The Crem has always seemed a big fucking waste to me. All that energy used to destroy perfectly good fertiliser. Even when the corpse is buried, no fucker plants anything worth growing on the grave. Can the starving millions eat lillies? At least we could have the decency to whack a turbine on the crem and put something back into the system.

Anyway. I have requests.

I've been to too many funerals for my family where the appointed clergyman had never met the deceased, and insisted on waffling on for an eternity. No church service I have attended has done anything to dissuade me from the notion that christianity is an overblown death cult. (Serve Him, for He died...)
I don't follow any other self-appointed mouthpiece of world faith either. So.

I don't own a boat, and have no particularly glorious deeds of combat, so unfortunately the big viking Do is pretty much ruled out. I see no point in paying for a plot. This leaves my mortal remains at the crem.

If a clergyman has to be there, and if none of the people who legitimately knew me in life qualify for the post, I want the clergyman to be a trappist monk. It is my understanding that their vows prohibit them from speaking more than a certain amount each day, and I would love it if the eulogy was delivered in mime. It would certainly cause no harm, and go some of the way toward cheering folk up, which is more than can be said for most religious speeches.

"For those in peril on the sea" must not be played. I abhor the tune, and also abhor the tendency of a certain member of my family to request it at each church service. It was played at my Mum's funeral because that relative told the minister it was my mum's favourite, and ever since I've hated the tune and borne a teeny bit of a grudge.

Perhaps "There's a light (over at the frankenstein place)" instead.
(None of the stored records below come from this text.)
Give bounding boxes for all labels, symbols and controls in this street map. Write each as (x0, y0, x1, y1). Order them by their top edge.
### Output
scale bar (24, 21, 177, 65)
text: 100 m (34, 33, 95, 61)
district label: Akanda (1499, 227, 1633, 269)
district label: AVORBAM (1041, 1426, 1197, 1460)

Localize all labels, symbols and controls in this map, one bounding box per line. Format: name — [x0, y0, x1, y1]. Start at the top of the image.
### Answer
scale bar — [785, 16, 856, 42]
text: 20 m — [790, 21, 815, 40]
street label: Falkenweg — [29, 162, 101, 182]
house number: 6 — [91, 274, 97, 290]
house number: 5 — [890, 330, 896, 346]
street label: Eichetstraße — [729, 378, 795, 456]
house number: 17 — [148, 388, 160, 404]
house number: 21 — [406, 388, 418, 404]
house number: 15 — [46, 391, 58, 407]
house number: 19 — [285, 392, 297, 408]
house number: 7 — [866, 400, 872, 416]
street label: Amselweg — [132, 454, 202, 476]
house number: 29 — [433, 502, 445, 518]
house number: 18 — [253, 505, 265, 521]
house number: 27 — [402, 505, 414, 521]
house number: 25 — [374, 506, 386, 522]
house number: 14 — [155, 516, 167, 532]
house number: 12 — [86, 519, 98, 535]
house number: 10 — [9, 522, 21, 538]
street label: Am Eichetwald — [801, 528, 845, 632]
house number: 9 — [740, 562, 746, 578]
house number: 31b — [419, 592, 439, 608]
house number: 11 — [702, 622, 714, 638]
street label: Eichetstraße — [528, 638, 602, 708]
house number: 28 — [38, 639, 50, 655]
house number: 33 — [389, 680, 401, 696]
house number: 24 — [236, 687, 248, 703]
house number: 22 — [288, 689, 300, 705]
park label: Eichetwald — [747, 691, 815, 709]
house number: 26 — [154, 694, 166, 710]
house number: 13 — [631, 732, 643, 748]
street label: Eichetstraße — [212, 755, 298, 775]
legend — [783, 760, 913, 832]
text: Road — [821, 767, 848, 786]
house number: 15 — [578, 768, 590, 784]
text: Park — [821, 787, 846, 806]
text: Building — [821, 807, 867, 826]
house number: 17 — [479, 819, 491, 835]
My send off had better be a Day Never To Forget (good times) rather than a Day To Remember (Bad times).

I would like a photographer to be present. Such an event is often a gathering of freinds who have not been together for years, usually looking their best for the occasion. I feel that the lack of wedding-style photographs is a missed opportunity. Here are freinds and relatives gathered to celebrate the life of the deceased, and to wish them well in their next phase of existence (in the hope that there will be a next phase.) Either people believe that this phase will be good (Heaven or a higher rung of the ladder of reincarnation) or bad (hell or oblivion.) and if they really think the latter, then they can damn well celebrate the fact the old bastard's not around anymore.

Whatever the case, if you end up at My funeral, it means I'll have embarked on the "big Adventure" before you.

In similar vein, I want "Just buried" written on the back of the hearse.

Yes, I want the whole thing to be a farce. because the whole thing is. A funeral disposes of the waste products left behind when life ends. The deceased no longer has need of what goes in the crem. The Deceased is no longer home. (If they are, then you have much more to be concerned about than organizing a eulogy.) The lifeless body is merely an intricately arranged collection of garbage. We do not have ceremonies to dispose of empty milk bottles, nor do we assume that because they once held milk, that the cow gives them any regard.